Persian Wheel used by the Sieks [sic] & in the Districts North of Delhi

Draughtsman: Smith, Robert (1787-1873)

Medium: Pencil on paper

Date: 1812

Shelfmark: WD309

Item number: f.18

Length: 27

Width: 44.2

Scale: Centimetres

Genre: Topographical Drawing

Pencil drawing of a Persian wheel by Robert Smith (1787-1873) from an album of 29 drawings (29 folios) of landscapes and architecture in the Punjab and Uttar Pradesh, 1812 and 1813. Inscribed on the original cover is: 'No. 4. Rewarry & Seik Country: Siharunpoor & Hurdwar. Lines of March etc.'; on the inside of the cover is: 'Drawn by Col Smith. R.E. Owner of the extensive round house at Paignton, Devon. Book of Sketches sold by auction at the above house - 4 of the books purchased by me. J. Pethwick. The Colonel was splendid as a draftsman, but the worst possible as a painter.' The drawings are inscribed with titles in pencil.

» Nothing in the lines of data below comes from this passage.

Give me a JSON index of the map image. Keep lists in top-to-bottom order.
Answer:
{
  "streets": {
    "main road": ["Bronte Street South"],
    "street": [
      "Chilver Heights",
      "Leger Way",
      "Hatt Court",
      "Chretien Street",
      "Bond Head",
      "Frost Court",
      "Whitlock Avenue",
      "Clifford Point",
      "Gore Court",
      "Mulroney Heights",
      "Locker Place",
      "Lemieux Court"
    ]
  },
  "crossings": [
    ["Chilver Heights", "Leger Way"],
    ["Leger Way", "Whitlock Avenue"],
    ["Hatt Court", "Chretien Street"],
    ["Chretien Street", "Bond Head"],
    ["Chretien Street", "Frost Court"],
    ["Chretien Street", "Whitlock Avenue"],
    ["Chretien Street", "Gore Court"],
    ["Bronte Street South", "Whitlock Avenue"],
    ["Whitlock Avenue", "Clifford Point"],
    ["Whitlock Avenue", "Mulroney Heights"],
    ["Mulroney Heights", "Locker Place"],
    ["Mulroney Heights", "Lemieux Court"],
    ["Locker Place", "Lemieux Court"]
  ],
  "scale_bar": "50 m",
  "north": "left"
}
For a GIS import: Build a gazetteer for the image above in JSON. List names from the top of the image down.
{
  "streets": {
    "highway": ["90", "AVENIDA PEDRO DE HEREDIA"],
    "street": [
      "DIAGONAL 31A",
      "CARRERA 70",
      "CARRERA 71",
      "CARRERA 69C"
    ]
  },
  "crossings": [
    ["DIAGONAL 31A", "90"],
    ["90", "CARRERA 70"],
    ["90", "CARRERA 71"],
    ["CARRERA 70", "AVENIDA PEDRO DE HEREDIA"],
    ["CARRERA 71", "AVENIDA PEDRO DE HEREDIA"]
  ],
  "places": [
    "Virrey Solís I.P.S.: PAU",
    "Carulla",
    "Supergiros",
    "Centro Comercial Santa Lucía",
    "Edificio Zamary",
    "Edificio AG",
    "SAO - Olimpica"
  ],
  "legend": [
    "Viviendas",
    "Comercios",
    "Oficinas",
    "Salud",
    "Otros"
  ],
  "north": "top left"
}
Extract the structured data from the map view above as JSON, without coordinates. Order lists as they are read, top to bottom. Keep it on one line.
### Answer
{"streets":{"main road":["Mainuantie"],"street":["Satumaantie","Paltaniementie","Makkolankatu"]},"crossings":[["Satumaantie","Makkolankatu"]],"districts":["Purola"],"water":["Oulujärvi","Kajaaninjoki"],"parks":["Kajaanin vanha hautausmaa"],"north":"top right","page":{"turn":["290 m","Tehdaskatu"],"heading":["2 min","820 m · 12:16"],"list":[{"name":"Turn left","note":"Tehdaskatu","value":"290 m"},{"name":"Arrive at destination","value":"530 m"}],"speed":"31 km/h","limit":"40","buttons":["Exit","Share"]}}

The Persian Wheel is a device driven by a bullock (or buffalo or camel) whose motion turns a horizontal wheel which in turn drives a vertical wheel connected the the third, larger one which reaches the canal. Water is lifted by the pots on this wheel and transferred into a channel for irrigation. The invention of the Persian Wheel greatly improved agricultural productivity on the sub-continent with one wheel irrigating up to one hectare of land.